Membranes and membrane proteins in healthy neurons and in brain diseases: recent advances from multiscale simulation and machine learning

Neuronal membranes are highly complex materials. They are composed of highly diverse phospholipids, cholesterol, and glycolipids. They contain ion channels, receptors, and transporters, often present not only as monomeric but also as multimeric structures. Neuronal membranes are crucial for brain function, from generating and propagating action potentials to provide the location for neurotransmitter release and receptor binding in neurotransmission. Membrane derangement is central to the development of brain diseases. From one hand, oxidative stress-based membrane damage and interactions with aggregates (interfering with neurotransmitter release) contribute to neurodegenerative diseases such as Alzheimer’s. Hence, ligands that countereact these aberrant processes are emerging as interesting therapeutic agents interfering with these diseases.
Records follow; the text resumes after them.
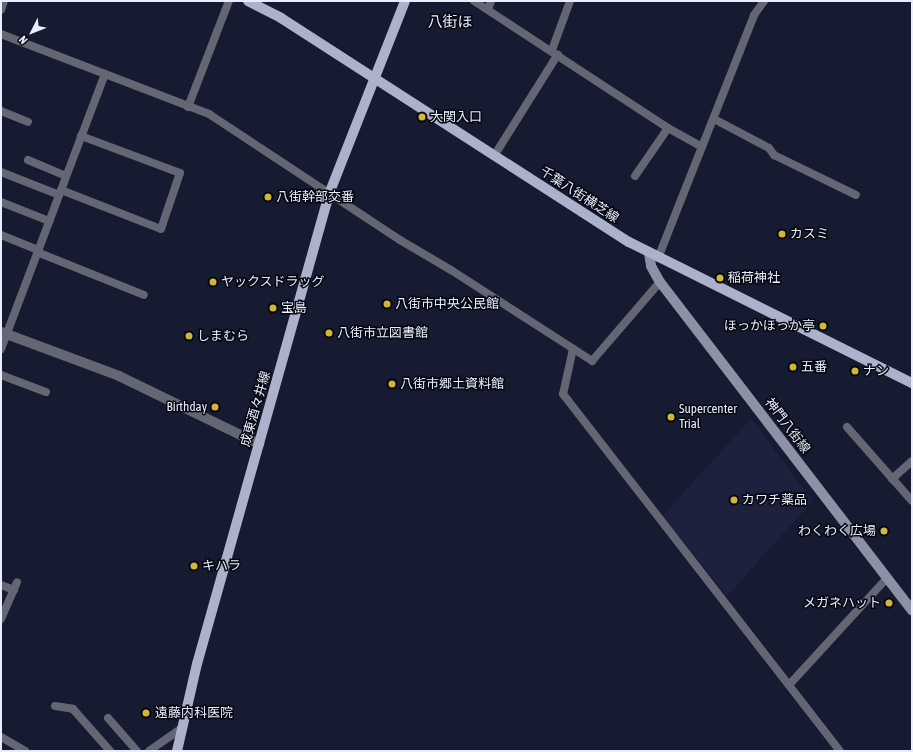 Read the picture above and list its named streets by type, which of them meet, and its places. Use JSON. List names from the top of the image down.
{
  "streets": {
    "main road": ["千葉八街横芝線", "成東酒々井線", "神門八街線"]
  },
  "crossings": [
    ["千葉八街横芝線", "成東酒々井線"],
    ["千葉八街横芝線", "神門八街線"]
  ],
  "districts": ["八街ほ"],
  "places": [
    "大関入口",
    "八街幹部交番",
    "カスミ",
    "稲荷神社",
    "ヤックスドラッグ",
    "八街市中央公民館",
    "宝島",
    "ほっかほっか亭",
    "八街市立図書館",
    "しまむら",
    "五番",
    "ナン",
    "八街市郷土資料館",
    "Birthday",
    "Supercenter Trial",
    "カワチ薬品",
    "わくわく広場",
    "キハラ",
    "メガネハット",
    "遠藤内科医院"
  ],
  "north": "bottom left"
} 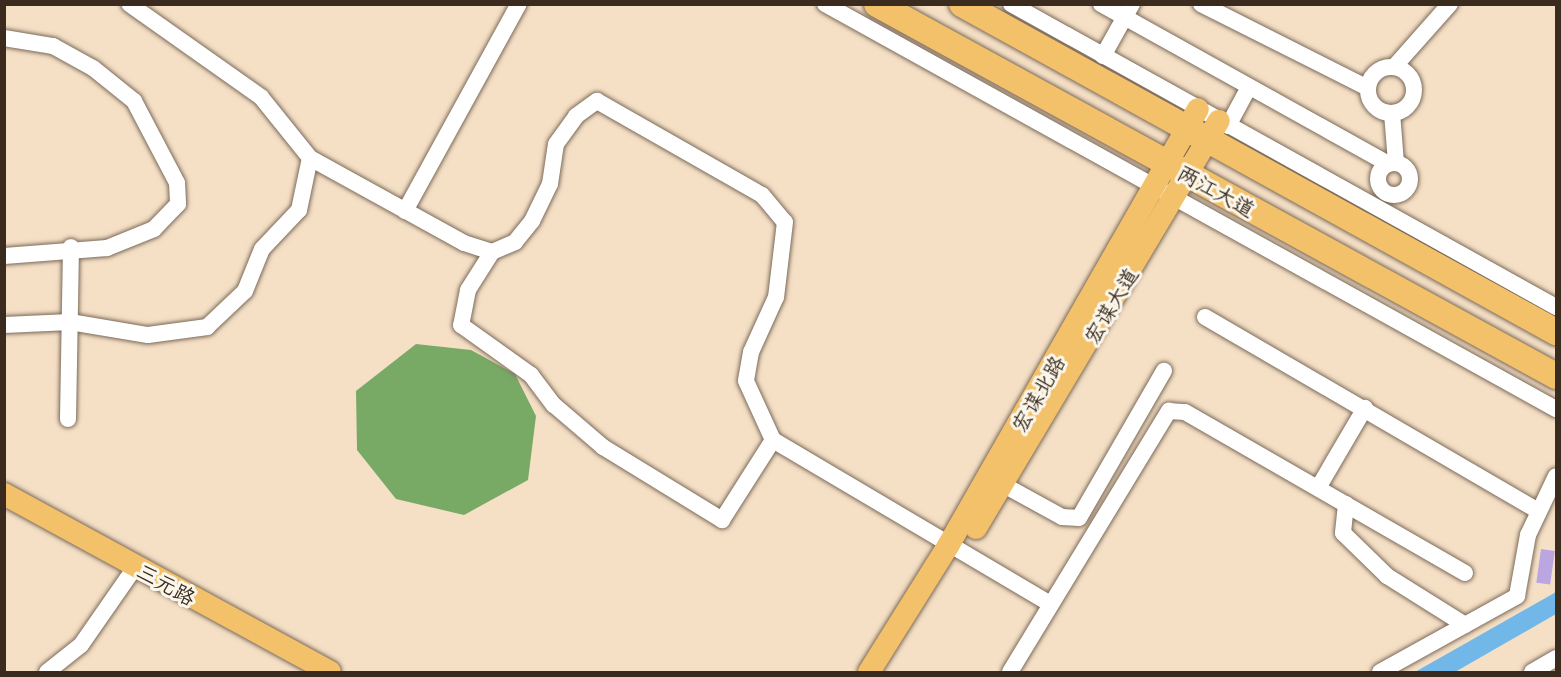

From the other, abnormal membrane potentials may alter neuronal excitability and affecting channel function in epilepsy. Here, targeting dysfunctional ion channels with drugs could help alleviating membrane derangement associated with epilepsy[ro04]. Besides their role per se, membranes impact on neuroreceptors (dys)function: their transmembrane potential govern ion channels gating, receptor activation and they affect neurotransmitter/drug binding, and they cause proteins’ allosteric changes. Because of their relevance for basic brain science and for neurological /neurodegenerative diseases, the computational biophysics community is paying lots of attention to the structure and the dynamics of neuronal membranes, especially on their interactions with membrane proteins.